● Work order:
An identical copy of all records below is to be written out.

___ Data to use

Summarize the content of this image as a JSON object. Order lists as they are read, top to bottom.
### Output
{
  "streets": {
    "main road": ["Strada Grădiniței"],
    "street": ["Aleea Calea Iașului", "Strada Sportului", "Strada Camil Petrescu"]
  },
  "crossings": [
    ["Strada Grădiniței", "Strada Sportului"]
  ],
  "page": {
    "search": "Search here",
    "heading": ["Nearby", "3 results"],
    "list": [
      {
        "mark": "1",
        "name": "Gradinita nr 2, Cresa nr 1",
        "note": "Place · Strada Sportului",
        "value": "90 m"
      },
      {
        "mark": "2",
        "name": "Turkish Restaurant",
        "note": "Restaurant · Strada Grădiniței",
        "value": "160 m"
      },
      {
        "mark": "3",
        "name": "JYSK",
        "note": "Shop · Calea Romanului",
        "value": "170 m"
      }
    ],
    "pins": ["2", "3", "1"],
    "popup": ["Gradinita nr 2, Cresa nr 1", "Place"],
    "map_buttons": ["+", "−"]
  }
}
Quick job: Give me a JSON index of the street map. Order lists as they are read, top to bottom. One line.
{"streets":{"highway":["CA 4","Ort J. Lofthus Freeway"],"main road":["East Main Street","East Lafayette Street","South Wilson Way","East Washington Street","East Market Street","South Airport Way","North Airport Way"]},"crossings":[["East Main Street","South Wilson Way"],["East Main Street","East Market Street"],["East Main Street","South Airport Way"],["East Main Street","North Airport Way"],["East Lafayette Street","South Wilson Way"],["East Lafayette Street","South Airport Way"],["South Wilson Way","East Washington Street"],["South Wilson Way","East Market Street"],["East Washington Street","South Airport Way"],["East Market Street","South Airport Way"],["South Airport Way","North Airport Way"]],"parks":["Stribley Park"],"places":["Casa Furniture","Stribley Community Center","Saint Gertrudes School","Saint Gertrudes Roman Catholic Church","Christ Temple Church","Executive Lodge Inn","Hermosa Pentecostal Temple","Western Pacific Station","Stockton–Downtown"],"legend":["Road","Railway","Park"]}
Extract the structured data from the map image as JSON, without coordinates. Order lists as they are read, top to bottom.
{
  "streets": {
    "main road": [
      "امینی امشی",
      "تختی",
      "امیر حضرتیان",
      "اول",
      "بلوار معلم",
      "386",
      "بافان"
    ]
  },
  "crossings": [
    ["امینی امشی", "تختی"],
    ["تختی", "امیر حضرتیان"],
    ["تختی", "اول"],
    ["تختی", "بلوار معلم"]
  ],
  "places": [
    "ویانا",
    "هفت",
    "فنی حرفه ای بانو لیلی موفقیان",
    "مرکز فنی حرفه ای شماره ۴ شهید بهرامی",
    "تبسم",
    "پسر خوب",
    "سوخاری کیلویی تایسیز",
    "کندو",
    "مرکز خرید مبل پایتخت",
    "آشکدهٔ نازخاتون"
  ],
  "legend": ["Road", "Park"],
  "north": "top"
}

______

● Response:
Summarize the content of this image as a JSON object. Order lists as they are read, top to bottom.
### Output
{
  "streets": {
    "main road": ["Strada Grădiniței"],
    "street": ["Aleea Calea Iașului", "Strada Sportului", "Strada Camil Petrescu"]
  },
  "crossings": [
    ["Strada Grădiniței", "Strada Sportului"]
  ],
  "page": {
    "search": "Search here",
    "heading": ["Nearby", "3 results"],
    "list": [
      {
        "mark": "1",
        "name": "Gradinita nr 2, Cresa nr 1",
        "note": "Place · Strada Sportului",
        "value": "90 m"
      },
      {
        "mark": "2",
        "name": "Turkish Restaurant",
        "note": "Restaurant · Strada Grădiniței",
        "value": "160 m"
      },
      {
        "mark": "3",
        "name": "JYSK",
        "note": "Shop · Calea Romanului",
        "value": "170 m"
      }
    ],
    "pins": ["2", "3", "1"],
    "popup": ["Gradinita nr 2, Cresa nr 1", "Place"],
    "map_buttons": ["+", "−"]
  }
}
Quick job: Give me a JSON index of the street map. Order lists as they are read, top to bottom. One line.
{"streets":{"highway":["CA 4","Ort J. Lofthus Freeway"],"main road":["East Main Street","East Lafayette Street","South Wilson Way","East Washington Street","East Market Street","South Airport Way","North Airport Way"]},"crossings":[["East Main Street","South Wilson Way"],["East Main Street","East Market Street"],["East Main Street","South Airport Way"],["East Main Street","North Airport Way"],["East Lafayette Street","South Wilson Way"],["East Lafayette Street","South Airport Way"],["South Wilson Way","East Washington Street"],["South Wilson Way","East Market Street"],["East Washington Street","South Airport Way"],["East Market Street","South Airport Way"],["South Airport Way","North Airport Way"]],"parks":["Stribley Park"],"places":["Casa Furniture","Stribley Community Center","Saint Gertrudes School","Saint Gertrudes Roman Catholic Church","Christ Temple Church","Executive Lodge Inn","Hermosa Pentecostal Temple","Western Pacific Station","Stockton–Downtown"],"legend":["Road","Railway","Park"]}
Extract the structured data from the map image as JSON, without coordinates. Order lists as they are read, top to bottom.
{
  "streets": {
    "main road": [
      "امینی امشی",
      "تختی",
      "امیر حضرتیان",
      "اول",
      "بلوار معلم",
      "386",
      "بافان"
    ]
  },
  "crossings": [
    ["امینی امشی", "تختی"],
    ["تختی", "امیر حضرتیان"],
    ["تختی", "اول"],
    ["تختی", "بلوار معلم"]
  ],
  "places": [
    "ویانا",
    "هفت",
    "فنی حرفه ای بانو لیلی موفقیان",
    "مرکز فنی حرفه ای شماره ۴ شهید بهرامی",
    "تبسم",
    "پسر خوب",
    "سوخاری کیلویی تایسیز",
    "کندو",
    "مرکز خرید مبل پایتخت",
    "آشکدهٔ نازخاتون"
  ],
  "legend": ["Road", "Park"],
  "north": "top"
}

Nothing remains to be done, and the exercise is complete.